• _What is needed_
Scan the entries below and extract each line with the word "absolute" in it.

(Items from a data source)
.....

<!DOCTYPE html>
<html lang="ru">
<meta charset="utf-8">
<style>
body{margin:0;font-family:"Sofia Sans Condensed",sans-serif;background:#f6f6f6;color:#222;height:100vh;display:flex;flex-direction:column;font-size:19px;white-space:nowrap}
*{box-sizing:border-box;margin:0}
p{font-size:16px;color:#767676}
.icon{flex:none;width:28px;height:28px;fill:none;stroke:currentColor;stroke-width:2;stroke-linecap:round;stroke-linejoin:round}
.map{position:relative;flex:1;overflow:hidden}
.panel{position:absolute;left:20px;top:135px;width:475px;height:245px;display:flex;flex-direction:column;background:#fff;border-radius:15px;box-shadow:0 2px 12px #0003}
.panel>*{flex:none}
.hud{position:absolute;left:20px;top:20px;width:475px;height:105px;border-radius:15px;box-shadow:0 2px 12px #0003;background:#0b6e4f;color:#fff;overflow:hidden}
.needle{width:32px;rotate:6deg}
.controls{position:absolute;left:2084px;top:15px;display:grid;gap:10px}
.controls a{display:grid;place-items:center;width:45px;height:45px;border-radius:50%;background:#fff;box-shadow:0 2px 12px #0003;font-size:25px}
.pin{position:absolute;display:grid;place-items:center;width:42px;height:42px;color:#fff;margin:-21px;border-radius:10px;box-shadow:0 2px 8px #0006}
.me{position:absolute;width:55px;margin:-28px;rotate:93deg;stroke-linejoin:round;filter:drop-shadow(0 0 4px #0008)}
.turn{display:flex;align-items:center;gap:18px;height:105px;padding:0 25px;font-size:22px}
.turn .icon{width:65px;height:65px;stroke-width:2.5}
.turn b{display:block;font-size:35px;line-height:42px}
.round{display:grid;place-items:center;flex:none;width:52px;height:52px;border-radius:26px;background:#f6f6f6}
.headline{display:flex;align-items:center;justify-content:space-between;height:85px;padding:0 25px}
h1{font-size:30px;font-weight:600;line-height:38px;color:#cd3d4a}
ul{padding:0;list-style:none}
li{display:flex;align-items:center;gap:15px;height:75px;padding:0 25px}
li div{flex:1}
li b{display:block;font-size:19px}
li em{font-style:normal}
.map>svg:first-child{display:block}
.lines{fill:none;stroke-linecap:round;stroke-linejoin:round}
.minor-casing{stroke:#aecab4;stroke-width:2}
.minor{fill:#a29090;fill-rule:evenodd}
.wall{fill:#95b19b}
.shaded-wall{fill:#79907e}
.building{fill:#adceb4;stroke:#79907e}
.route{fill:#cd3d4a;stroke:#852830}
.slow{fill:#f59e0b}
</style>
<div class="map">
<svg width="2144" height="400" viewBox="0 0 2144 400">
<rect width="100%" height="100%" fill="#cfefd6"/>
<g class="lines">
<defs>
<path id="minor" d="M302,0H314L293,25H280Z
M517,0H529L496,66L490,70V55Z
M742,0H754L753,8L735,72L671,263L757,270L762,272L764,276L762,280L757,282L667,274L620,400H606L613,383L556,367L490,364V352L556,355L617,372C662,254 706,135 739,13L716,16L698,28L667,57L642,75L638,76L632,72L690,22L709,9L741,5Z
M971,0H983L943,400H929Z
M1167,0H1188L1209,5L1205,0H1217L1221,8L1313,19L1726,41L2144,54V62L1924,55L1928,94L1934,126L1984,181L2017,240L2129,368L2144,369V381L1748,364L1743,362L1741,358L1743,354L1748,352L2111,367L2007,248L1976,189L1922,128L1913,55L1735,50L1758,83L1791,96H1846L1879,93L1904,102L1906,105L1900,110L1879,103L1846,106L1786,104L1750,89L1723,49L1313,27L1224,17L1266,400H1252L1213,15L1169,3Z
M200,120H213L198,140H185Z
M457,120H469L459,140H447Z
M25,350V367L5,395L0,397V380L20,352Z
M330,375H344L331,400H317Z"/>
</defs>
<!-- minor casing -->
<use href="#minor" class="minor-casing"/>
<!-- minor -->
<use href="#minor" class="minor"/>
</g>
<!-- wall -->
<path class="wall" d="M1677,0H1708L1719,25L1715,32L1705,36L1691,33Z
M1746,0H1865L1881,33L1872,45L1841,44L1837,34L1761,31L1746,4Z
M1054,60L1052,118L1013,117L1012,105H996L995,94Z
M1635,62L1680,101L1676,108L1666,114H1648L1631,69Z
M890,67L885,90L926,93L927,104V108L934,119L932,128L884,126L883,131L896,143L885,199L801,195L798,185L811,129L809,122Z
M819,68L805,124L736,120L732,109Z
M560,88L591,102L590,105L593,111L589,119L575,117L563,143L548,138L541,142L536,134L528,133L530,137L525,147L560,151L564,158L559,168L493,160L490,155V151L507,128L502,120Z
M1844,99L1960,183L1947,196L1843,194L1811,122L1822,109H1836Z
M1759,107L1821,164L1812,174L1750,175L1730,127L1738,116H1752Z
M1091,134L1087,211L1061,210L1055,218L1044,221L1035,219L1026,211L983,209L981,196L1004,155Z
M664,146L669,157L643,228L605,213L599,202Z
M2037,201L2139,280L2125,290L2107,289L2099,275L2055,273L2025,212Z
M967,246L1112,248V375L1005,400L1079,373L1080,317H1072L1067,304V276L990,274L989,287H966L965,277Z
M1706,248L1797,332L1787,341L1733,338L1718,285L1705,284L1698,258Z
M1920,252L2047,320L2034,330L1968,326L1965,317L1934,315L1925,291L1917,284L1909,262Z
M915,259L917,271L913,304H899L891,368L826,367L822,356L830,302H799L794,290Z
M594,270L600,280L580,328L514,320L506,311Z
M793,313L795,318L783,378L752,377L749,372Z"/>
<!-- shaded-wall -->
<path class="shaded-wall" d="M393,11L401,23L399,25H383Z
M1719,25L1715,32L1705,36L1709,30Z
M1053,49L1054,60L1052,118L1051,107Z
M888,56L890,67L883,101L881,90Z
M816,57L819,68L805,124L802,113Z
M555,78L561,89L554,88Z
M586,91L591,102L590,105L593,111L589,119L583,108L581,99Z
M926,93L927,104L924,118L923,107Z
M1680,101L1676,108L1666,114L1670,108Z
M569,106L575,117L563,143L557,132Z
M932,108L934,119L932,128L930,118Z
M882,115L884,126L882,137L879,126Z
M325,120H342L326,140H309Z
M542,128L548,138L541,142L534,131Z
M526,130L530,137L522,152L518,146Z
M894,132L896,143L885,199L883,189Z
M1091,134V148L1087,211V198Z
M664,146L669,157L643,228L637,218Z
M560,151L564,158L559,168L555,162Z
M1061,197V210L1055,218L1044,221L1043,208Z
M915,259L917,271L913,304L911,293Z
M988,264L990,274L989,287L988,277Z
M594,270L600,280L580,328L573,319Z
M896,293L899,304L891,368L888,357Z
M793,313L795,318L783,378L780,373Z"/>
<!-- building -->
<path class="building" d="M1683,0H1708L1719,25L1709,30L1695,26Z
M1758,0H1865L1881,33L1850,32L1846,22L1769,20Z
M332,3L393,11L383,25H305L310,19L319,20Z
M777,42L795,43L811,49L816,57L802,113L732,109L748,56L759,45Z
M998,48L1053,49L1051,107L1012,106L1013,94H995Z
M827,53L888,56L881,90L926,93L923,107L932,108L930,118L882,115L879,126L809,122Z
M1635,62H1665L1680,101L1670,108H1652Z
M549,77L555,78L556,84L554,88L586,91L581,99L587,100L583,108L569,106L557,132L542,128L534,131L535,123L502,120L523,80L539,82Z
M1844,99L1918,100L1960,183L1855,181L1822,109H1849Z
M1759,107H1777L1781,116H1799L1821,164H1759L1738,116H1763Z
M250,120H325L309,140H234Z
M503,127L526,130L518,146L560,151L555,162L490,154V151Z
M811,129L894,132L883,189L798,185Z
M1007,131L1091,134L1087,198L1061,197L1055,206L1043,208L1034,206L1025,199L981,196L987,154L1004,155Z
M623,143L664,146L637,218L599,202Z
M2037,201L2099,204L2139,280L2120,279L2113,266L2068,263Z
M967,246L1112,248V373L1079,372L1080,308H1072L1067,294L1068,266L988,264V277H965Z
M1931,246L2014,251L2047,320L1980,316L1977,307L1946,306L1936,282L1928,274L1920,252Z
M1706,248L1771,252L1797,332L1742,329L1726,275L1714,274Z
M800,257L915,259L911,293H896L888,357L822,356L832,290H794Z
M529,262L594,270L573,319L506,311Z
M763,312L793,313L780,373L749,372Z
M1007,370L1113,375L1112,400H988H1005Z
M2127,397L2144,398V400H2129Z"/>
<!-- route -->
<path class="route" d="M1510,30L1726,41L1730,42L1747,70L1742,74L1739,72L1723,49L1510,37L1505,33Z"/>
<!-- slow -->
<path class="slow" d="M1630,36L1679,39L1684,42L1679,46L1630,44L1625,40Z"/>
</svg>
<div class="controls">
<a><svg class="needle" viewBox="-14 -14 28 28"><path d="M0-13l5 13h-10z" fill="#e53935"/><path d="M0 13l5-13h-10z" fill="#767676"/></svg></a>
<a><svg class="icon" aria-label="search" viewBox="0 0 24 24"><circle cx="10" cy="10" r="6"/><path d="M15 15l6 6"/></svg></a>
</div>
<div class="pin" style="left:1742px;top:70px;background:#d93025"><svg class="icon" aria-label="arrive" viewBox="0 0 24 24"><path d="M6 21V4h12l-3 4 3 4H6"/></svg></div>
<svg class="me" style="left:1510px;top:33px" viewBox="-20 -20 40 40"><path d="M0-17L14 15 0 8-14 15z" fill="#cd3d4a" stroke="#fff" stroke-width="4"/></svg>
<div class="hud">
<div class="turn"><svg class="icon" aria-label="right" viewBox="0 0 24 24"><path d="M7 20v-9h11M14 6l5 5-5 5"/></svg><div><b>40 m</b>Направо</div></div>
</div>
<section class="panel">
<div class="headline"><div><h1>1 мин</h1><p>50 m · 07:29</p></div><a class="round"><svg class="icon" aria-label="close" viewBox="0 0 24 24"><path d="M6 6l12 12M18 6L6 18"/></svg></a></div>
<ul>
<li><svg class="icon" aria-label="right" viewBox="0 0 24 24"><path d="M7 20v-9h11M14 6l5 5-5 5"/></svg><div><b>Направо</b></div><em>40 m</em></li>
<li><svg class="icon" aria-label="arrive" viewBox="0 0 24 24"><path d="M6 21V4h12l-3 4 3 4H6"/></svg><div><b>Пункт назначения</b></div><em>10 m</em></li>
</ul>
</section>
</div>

.....

• _Answer area_
.panel{position:absolute;left:20px;top:135px;width:475px;height:245px;display:flex;flex-direction:column;background:#fff;border-radius:15px;box-shadow:0 2px 12px #0003}
.hud{position:absolute;left:20px;top:20px;width:475px;height:105px;border-radius:15px;box-shadow:0 2px 12px #0003;background:#0b6e4f;color:#fff;overflow:hidden}
.controls{position:absolute;left:2084px;top:15px;display:grid;gap:10px}
.pin{position:absolute;display:grid;place-items:center;width:42px;height:42px;color:#fff;margin:-21px;border-radius:10px;box-shadow:0 2px 8px #0006}
.me{position:absolute;width:55px;margin:-28px;rotate:93deg;stroke-linejoin:round;filter:drop-shadow(0 0 4px #0008)}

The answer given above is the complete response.